INPUT RECORDS
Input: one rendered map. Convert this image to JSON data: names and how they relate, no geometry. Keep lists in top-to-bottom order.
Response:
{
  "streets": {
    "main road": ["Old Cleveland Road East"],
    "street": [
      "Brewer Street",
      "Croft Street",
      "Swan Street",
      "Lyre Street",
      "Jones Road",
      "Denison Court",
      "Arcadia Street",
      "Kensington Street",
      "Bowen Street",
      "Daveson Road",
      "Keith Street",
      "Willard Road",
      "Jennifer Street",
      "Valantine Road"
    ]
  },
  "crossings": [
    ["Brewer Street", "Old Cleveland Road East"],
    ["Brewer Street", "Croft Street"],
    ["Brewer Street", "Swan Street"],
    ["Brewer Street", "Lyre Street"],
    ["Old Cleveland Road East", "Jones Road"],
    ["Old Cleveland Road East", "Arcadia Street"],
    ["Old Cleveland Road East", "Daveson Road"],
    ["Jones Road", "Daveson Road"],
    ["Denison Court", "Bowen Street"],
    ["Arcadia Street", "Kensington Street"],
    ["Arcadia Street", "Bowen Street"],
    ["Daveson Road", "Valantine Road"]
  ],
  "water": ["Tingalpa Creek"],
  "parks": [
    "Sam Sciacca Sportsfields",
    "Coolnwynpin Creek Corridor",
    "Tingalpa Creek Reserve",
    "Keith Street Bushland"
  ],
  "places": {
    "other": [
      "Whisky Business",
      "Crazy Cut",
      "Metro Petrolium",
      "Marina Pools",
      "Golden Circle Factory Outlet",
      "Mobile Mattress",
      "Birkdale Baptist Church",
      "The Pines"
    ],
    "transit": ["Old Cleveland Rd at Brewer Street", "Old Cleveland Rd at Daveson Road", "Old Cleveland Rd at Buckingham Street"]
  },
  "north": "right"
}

WORK REQUEST
In your answer, reproduce every entry exactly as it was written.

REPLY TO THE TASK
Input: one rendered map. Convert this image to JSON data: names and how they relate, no geometry. Keep lists in top-to-bottom order.
Response:
{
  "streets": {
    "main road": ["Old Cleveland Road East"],
    "street": [
      "Brewer Street",
      "Croft Street",
      "Swan Street",
      "Lyre Street",
      "Jones Road",
      "Denison Court",
      "Arcadia Street",
      "Kensington Street",
      "Bowen Street",
      "Daveson Road",
      "Keith Street",
      "Willard Road",
      "Jennifer Street",
      "Valantine Road"
    ]
  },
  "crossings": [
    ["Brewer Street", "Old Cleveland Road East"],
    ["Brewer Street", "Croft Street"],
    ["Brewer Street", "Swan Street"],
    ["Brewer Street", "Lyre Street"],
    ["Old Cleveland Road East", "Jones Road"],
    ["Old Cleveland Road East", "Arcadia Street"],
    ["Old Cleveland Road East", "Daveson Road"],
    ["Jones Road", "Daveson Road"],
    ["Denison Court", "Bowen Street"],
    ["Arcadia Street", "Kensington Street"],
    ["Arcadia Street", "Bowen Street"],
    ["Daveson Road", "Valantine Road"]
  ],
  "water": ["Tingalpa Creek"],
  "parks": [
    "Sam Sciacca Sportsfields",
    "Coolnwynpin Creek Corridor",
    "Tingalpa Creek Reserve",
    "Keith Street Bushland"
  ],
  "places": {
    "other": [
      "Whisky Business",
      "Crazy Cut",
      "Metro Petrolium",
      "Marina Pools",
      "Golden Circle Factory Outlet",
      "Mobile Mattress",
      "Birkdale Baptist Church",
      "The Pines"
    ],
    "transit": ["Old Cleveland Rd at Brewer Street", "Old Cleveland Rd at Daveson Road", "Old Cleveland Rd at Buckingham Street"]
  },
  "north": "right"
}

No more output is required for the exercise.